*** DATA LISTING ***

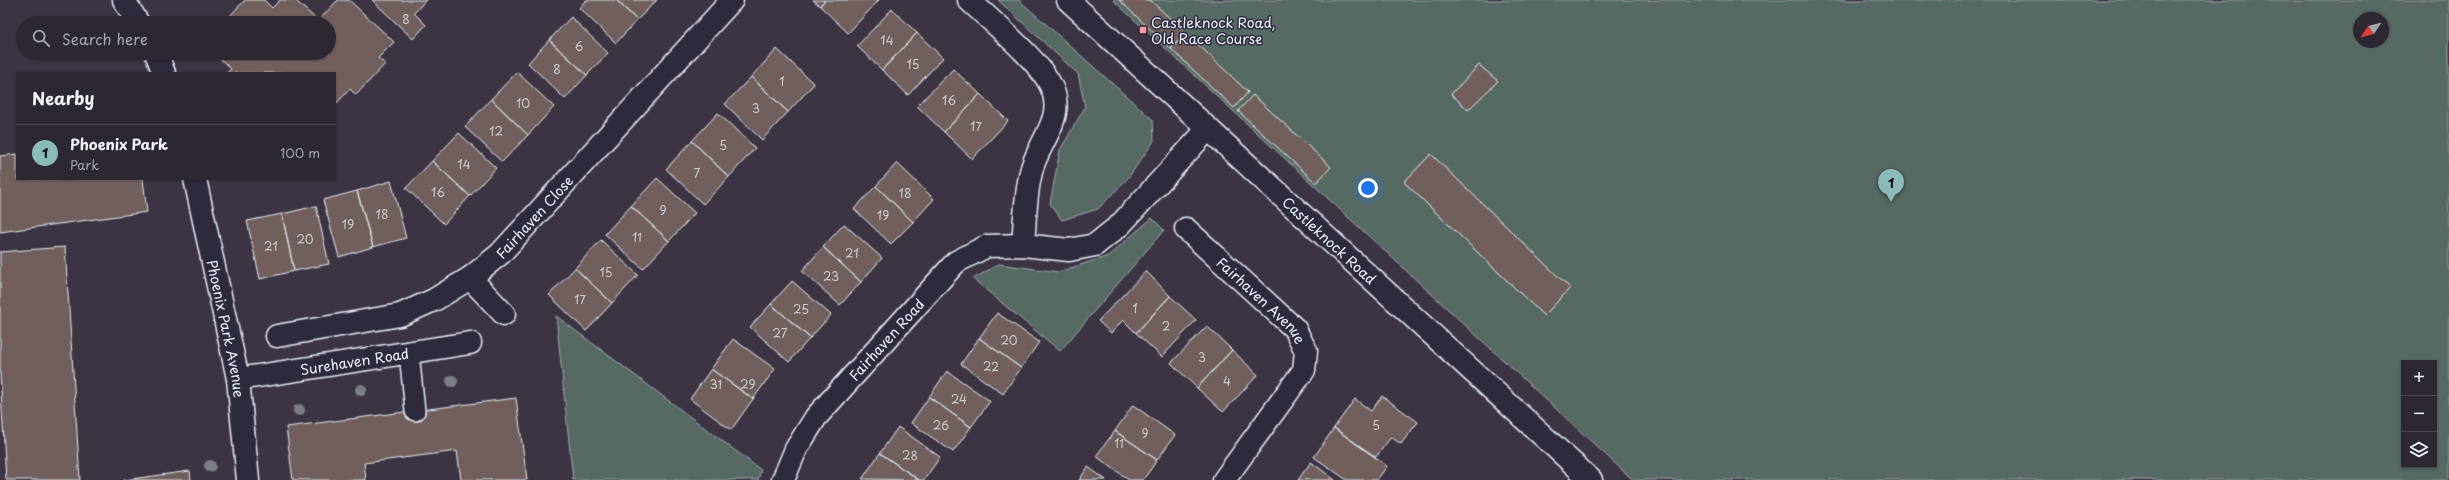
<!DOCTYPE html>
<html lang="en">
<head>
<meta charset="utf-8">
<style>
	:root { --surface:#2d2732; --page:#352f3a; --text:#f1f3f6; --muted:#a7a5ac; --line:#48444d; --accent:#8bbbb9 }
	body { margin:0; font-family:"Playpen Sans",sans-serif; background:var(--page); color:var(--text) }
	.controls { position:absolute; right:12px; bottom:12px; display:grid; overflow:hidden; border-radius:0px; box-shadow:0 1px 3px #0004 }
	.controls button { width:36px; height:36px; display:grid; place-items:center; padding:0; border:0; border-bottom:1px solid var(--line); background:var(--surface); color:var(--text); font:20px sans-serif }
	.compass { position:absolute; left:2353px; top:12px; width:36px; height:36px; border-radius:50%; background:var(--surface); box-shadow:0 1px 3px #0004; rotate:235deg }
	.you { position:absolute; left:1368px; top:188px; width:14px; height:14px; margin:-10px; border:3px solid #fff; border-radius:50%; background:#1a73e8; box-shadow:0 0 0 6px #1a73e833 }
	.badge { display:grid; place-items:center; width:26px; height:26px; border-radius:50%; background:var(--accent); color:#111; font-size:13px; font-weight:700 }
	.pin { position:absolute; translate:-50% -33px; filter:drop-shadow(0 1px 2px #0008) }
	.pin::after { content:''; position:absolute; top:21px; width:14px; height:12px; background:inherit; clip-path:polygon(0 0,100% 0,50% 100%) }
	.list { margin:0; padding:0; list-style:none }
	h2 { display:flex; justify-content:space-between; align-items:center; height:52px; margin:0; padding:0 16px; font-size:17px }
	h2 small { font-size:13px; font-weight:400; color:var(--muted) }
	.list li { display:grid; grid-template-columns:26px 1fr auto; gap:12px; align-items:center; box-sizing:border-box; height:56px; padding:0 16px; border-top:1px solid var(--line) }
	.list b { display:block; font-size:15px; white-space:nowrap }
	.list p { margin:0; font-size:13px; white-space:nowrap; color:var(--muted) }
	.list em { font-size:13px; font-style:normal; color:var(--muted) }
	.icon { flex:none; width:22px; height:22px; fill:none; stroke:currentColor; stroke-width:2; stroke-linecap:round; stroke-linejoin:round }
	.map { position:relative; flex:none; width:2449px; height:480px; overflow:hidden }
	.search { position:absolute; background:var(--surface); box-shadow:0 1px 3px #0004; left:16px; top:16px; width:320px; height:44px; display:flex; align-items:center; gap:10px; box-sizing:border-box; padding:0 14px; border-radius:22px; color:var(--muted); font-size:15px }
	.panel { position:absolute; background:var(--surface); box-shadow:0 1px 3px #0004; left:16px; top:72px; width:320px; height:108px; border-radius:0px }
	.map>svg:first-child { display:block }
	.green { fill:#566962; stroke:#9fadad; fill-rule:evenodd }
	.building { fill:#705e5d; stroke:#e8f1f8 }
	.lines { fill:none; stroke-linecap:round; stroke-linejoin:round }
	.service-casing { stroke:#e8f1f8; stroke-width:22 }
	.minor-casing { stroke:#e8f1f8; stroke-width:25 }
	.secondary-casing { stroke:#e8f1f8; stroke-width:25 }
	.service { stroke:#2f2a3d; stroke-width:19 }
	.minor { stroke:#2f2a3d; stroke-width:22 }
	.secondary { stroke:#2f2a3d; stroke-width:22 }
	.tree { fill:#7b7e86 }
	.poi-dot { fill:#ff9aa2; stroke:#2f2a3d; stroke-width:1.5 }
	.labels { text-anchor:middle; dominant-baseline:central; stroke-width:3; stroke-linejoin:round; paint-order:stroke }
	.number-label { font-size:12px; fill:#caccd1 }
	.poi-label { font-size:14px; fill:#e8f1f8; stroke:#2f2a3d; text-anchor:start }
	.street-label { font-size:14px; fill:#e8f1f8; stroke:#2f2a3d }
</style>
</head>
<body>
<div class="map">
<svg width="2449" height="480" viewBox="0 0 2449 480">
	<rect width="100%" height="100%" fill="#3c3443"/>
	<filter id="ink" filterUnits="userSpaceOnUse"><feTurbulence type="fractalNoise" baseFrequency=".025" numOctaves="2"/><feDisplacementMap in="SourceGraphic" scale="8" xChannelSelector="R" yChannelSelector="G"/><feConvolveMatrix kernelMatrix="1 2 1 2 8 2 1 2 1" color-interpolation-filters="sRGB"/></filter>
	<g filter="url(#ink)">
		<path class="green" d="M998,0h21l134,120 1,21 -26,37 -30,31 -36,11 -12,-16 10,-54 25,-43 -7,-33z
			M1113,0h1336v480h-816zM2359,18h24v24h-24zM2404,363h30v102h-30z
			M1152,218l12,12 -104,121 -87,-72 26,-15 59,8 50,-16z
			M556,316l205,154 -3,10h-185z"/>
		<path class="building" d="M245,0h19l8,8 8,-8h15l23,21 20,-21h11l45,42 -16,16 7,6 -29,31 -6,-6 -15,16v-32h-108l4,-4 -17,-16h115v-30h-106z
			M372,0h54l-12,13 12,12 -13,14z
			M586,0h30l21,20 -21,23 -37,-35z
			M616,0h41l-20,20z
			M813,0h12l-5,6z
			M825,0h54l-31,33 -28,-27z
			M1119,0h31l36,33 -15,16z
			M892,9l25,24 -35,37 -25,-24z
			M571,17l37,36 -21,22 -38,-35z
			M917,33l26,25 -35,37 -26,-25z
			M1186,33l62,59 -14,16 -63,-59z
			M549,40l38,35 -22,24 -37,-36z
			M777,49l37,35 -26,28 -37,-35z
			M1479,65l19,16 -30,29 -17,-16z
			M953,69l27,25 -36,38 -27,-26z
			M517,72l37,35 -26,28 -37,-36z
			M751,77l37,35 -26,28 -37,-36z
			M980,94l28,27 -36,38 -28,-27z
			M1253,95l78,72 -15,16 -78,-72z
			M491,99l37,36 -26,27 -37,-35z
			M718,113l37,35 -26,29 -37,-36z
			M459,133l37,35 -26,28 -38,-35z
			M692,141l37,36 -26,27 -37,-35z
			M17,154v25h126l4,33 -147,20v-76z
			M1431,154l139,134 -26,28 -140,-134z
			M432,161l38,35 -26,28 -38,-36z
			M897,163l37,36 -21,23 -37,-36z
			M657,178l38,35 -26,28 -38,-35z
			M391,181l15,57 -33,9 -16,-56z
			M876,186l37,36 -22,22 -37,-35z
			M357,191l16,56 -34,10 -16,-57z
			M316,206l13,58 -35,7 -12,-57z
			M631,206l38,35 -26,28 -38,-35z
			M282,214l12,57 -34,8 -13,-58z
			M844,224l38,34 -21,24 -38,-35z
			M601,240l37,35 -26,28 -37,-35z
			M65,247l15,233h-74l-6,-107v-121z
			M823,247l38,35 -21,23 -38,-34z
			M575,268l37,35 -26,28 -37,-36z
			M1146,271l24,25 -34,37 -13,-13 -12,13 -13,-12z
			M792,281l39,34 -21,23 -39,-34z
			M1170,296l26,24 -34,37 -26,-24z
			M771,304l39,34 -21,24 -39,-35z
			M997,313l42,29 -18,26 -42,-30z
			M1207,326l25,24 -35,38 -26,-25z
			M979,338l42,30 -18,26 -42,-30z
			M733,339l42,30 -22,30 -42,-30z
			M1232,350l26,25 -35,37 -26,-24z
			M711,369l42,30 -22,31 -41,-31z
			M947,371l43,30 -19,26 -42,-30z
			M1382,396l36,26 -17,22 -10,-7 -15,20 -42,-29 21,-29 16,12z
			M929,397l42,30 -18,25 -42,-29z
			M516,398l11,82h-66l-4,-29 -93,12 2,17h-73l-7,-53z
			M1133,405l42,30 -18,25 -42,-29z
			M898,427l42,30 -16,23h-5l-39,-27z
			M1334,428l53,38 -10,14h-30l-33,-23z
			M1115,431l42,29 -14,20h-14l-33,-24z
			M880,453l39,27 -57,-1z
			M1311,462l24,18h-37z
			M1088,467l18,13h-27z
			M190,471l1,9h-67z"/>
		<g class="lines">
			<defs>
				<path id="service" d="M409,353l6,58"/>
				<g id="minor">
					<path d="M124,0l14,23"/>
					<path d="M969,0c22,21 70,60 82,86 16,32 -14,57 -20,86 -6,24 -6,49 -8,73"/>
					<path d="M156,53l8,20"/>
					<path id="s1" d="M195,179l43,200 10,101"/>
					<path id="s2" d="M1186,229l109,100 11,22 -2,19 -80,110"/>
					<path d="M470,278l34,36"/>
					<path id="s3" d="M277,336l123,-21 34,-15 36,-22 30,-24 232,-254"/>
					<path id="s4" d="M238,379l232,-36"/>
					<path id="s5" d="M783,480l13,-31 20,-32 140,-155 31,-16 36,-1 46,5 26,-5 25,-20 87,-95"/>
				</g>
				<g id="secondary">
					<path id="s6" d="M1068,0l523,480"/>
				</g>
			</defs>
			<use href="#service" class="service-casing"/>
			<use href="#minor" class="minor-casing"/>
			<use href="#secondary" class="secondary-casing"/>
			<use href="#service" class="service"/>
			<use href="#minor" class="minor"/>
			<use href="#secondary" class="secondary"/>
		</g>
		<g class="tree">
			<circle cx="452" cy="381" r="6"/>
			<circle cx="361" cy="390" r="6"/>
			<circle cx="299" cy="410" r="6"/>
			<circle cx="210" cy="466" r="6"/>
		</g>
	</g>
	<rect class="poi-dot" x="1139" y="26" width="8" height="8" rx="2"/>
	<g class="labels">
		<g class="number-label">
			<text x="406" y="19">8</text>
			<text x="887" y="40">14</text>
			<text x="579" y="46">6</text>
			<text x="913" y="64">15</text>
			<text x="557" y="69">8</text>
			<text x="782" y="81">1</text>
			<text x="949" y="100">16</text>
			<text x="523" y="103">10</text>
			<text x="756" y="108">3</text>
			<text x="976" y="126">17</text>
			<text x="496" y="131">12</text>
			<text x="723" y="145">5</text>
			<text x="464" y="164">14</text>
			<text x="697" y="173">7</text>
			<text x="438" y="192">16</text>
			<text x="905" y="193">18</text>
			<text x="663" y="210">9</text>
			<text x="382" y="214">18</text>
			<text x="883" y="215">19</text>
			<text x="348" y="224">19</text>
			<text x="637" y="237">11</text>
			<text x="305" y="239">20</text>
			<text x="271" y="246">21</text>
			<text x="852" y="253">21</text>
			<text x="606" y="272">15</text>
			<text x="831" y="276">23</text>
			<text x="580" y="299">17</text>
			<text x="1135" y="308">1</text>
			<text x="801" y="309">25</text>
			<text x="1166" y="326">2</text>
			<text x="780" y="333">27</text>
			<text x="1009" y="340">20</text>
			<text x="1202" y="357">3</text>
			<text x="991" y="366">22</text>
			<text x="1227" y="381">4</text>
			<text x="716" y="384">31</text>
			<text x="748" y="384">29</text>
			<text x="959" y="399">24</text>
			<text x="941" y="425">26</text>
			<text x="1376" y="425">5</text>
			<text x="1145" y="433">9</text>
			<text x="1119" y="443">11</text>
			<text x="910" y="455">28</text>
		</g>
		<g class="poi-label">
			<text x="1151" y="22">Castleknock Road,<tspan x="1151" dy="16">Old Race Course</tspan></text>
		</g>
		<g class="street-label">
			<text stroke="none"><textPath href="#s3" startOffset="293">Fairhaven Close</textPath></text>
			<text stroke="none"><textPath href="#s6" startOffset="355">Castleknock Road</textPath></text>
			<text stroke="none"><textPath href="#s2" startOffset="104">Fairhaven Avenue</textPath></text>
			<text stroke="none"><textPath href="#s1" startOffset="153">Phoenix Park Avenue</textPath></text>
			<text stroke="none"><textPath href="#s5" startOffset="176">Fairhaven Road</textPath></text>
			<text stroke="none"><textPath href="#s4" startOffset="118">Surehaven Road</textPath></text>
		</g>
	</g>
</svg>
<div class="controls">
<button>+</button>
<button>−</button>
<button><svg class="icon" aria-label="layers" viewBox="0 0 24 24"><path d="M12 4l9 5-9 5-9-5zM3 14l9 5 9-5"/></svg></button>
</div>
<svg class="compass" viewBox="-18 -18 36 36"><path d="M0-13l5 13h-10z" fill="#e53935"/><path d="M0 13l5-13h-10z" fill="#a7a5ac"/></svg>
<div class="you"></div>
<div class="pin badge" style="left:1891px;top:202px">1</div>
<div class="search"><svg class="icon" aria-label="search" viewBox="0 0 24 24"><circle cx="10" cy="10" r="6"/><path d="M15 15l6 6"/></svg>Search here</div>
<section class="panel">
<h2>Nearby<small></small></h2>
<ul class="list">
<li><span class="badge">1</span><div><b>Phoenix Park</b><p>Park</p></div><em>100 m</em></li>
</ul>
</section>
</div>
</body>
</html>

***

# YOUR GOAL
The first line of the entries, the line containing "margin:0; padding:0; list-style:none", and every line between them are to be output exactly; pictures are not.

# ANSWER SECTION
<!DOCTYPE html>
<html lang="en">
<head>
<meta charset="utf-8">
<style>
	:root { --surface:#2d2732; --page:#352f3a; --text:#f1f3f6; --muted:#a7a5ac; --line:#48444d; --accent:#8bbbb9 }
	body { margin:0; font-family:"Playpen Sans",sans-serif; background:var(--page); color:var(--text) }
	.controls { position:absolute; right:12px; bottom:12px; display:grid; overflow:hidden; border-radius:0px; box-shadow:0 1px 3px #0004 }
	.controls button { width:36px; height:36px; display:grid; place-items:center; padding:0; border:0; border-bottom:1px solid var(--line); background:var(--surface); color:var(--text); font:20px sans-serif }
	.compass { position:absolute; left:2353px; top:12px; width:36px; height:36px; border-radius:50%; background:var(--surface); box-shadow:0 1px 3px #0004; rotate:235deg }
	.you { position:absolute; left:1368px; top:188px; width:14px; height:14px; margin:-10px; border:3px solid #fff; border-radius:50%; background:#1a73e8; box-shadow:0 0 0 6px #1a73e833 }
	.badge { display:grid; place-items:center; width:26px; height:26px; border-radius:50%; background:var(--accent); color:#111; font-size:13px; font-weight:700 }
	.pin { position:absolute; translate:-50% -33px; filter:drop-shadow(0 1px 2px #0008) }
	.pin::after { content:''; position:absolute; top:21px; width:14px; height:12px; background:inherit; clip-path:polygon(0 0,100% 0,50% 100%) }
	.list { margin:0; padding:0; list-style:none }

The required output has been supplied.